Part I of this tutorial will introduce parallel I/O in general, and middleware libraries that were created to work with "Big Scientific Data". First, we will teach serial and parallel HDF5, and learn how to incorporate this into serial and parallel simulations. Next, we will summarize the lessons and the key techniques that our team gained through years of collaboration with domain scientists working in areas such as fusion, combustion, astrophysics, materials science, and seismology. This experience and knowledge resulted in the creation of ADIOS, a tool that makes scaling I/O easy, portable, and efficient.
In the second part of the tutorial we will discuss ADIOS, and how this has helped many applications move from I/O to compute dominated simulations. We will show the API's which allow ADIOS to utilize different methods to write self-describing files, and achieve high performance I/O. This will be followed by a hands-on session on how to write/read data, and how to use different I/O componentizations inside the ADIOS framework.
Part III will teach students how to take advantage of the ADIOS framework to do topology-aware data movement, compression and data staging/streaming using advanced methods.
The session will be conducted by Jeremy Logan and Norbert Podhorszki.
Jeremy Logan is a Computational Scientist at the University of Tennessee and works closely with the Scientific Data Group at Oak Ridge National Laboratory. Jeremy’s research interests include I/O performance, data and workflow management, and the application of domain specific, generative techniques to High Performance Computing.
Norbert Podhorszki is a Research Scientist in the Scientific Data Group at Oak Ridge National Laboratory. He is the lead developer of ADIOS. He works with application users of the Oak Ridge Leadership Facility to improve their I/O performance using ADIOS. His research interest is in how to enable data processing on-the-fly using memory-to-memory data movements, e.g. for speeding up I/O, coupling simulation codes, and building in-situ workflows.
The R language has been called the "lingua franca" of data analysis and statistical computing. This tutorial will introduce attendees to the basics of the R language with a focus on its recent high performance extensions enabled by the ``Programming with Big Data in R'' (pbdR) project, which is aimed at medium to large HPC platforms. The overview part of the tutorial will include a brief introduction to R and an introduction to the pbdR project and its use of scalable HPC libraries.
The first hands-on portion will include pbdR's profiling and its simplified interface to MPI. We will cover a range of examples beginning with simple MPI use through simple examples with data to more advanced uses in statistics and data analysis. We will also introduce students to concepts of partitioning data across nodes of a large platform.

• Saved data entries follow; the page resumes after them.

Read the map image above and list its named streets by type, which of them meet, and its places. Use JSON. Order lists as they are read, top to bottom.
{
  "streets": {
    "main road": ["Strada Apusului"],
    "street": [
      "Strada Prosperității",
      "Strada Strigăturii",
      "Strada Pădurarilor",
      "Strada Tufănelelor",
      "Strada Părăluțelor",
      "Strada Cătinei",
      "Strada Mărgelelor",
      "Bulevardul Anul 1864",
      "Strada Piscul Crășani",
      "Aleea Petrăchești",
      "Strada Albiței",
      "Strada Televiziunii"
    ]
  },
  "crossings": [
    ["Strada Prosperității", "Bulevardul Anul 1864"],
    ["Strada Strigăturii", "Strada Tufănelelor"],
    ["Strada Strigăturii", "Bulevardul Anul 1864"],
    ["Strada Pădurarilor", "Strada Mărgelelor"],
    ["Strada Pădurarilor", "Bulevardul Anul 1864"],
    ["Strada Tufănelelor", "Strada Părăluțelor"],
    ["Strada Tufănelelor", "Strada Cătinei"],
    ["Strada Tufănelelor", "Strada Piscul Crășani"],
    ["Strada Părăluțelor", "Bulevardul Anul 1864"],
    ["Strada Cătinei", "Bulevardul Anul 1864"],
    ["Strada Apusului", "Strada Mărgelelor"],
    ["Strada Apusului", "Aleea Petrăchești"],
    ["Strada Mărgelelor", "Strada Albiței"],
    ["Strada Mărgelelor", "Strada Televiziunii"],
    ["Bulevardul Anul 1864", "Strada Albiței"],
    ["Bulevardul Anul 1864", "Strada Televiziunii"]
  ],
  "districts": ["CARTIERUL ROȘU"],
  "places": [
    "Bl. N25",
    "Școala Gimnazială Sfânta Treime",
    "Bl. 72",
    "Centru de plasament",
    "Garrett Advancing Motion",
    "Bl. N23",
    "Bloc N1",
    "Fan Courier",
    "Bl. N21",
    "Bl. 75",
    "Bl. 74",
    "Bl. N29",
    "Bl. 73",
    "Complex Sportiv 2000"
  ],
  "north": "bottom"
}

The advanced topics portion will cover pbdR's connections to scalable libraries and their partitioned data structure requirements. We will cover ways of reading in and redistributing data. This will include R's native data input, input from HDFS, as well as scalable input via ADIOS. We also cover more advanced examples that make use of the distributed data structures and object oriented components of R for identical parallel and serial syntax capability in many functions.
The session will be conducted by George Ostrouchov. George is a Senior Research Scientist in the Scientific Data Group at the Oak Ridge National Laboratory and Joint Faculty Professor of Statistics at the University of Tennessee. His doctoral work was on large sparse least squares computations in data analysis. His research interests have been for many years at the intersection of high performance computing and statistics. He initiated and continues to lead the pbdR project. George is a Fellow of the American Statistical Association.
VisIt is an open source, turnkey application for large scale simulated and experimental data sets. Its charter goes beyond pretty pictures; the application is an infrastructure for parallelized, general post-processing of extremely massive data sets. Target use cases include data exploration, comparative analysis, visual debugging, quantitative analysis, and presentation graphics.
The first hands-on portion will include how to use the VisIt GUI to perform a variety of visualization tasks, including scalar, and vector field data, using techniques such as iso contouring, volume rendering, and particle advection. It will also include an introduction to VisIt's powerful analysis and expression engine for creating derived quantities. The advanced section will include an introduction to VisIt's python API, how to use the client-server architecture to run VisIt on remote resources, and advanced rendering techniques
The session will be conducted by Dr. David Pugmire. David is a Research Scientist in the Scientific Data Group, in the Computer Science and Mathematics Division at ORNL. His research interests are in visualization of large scientific data.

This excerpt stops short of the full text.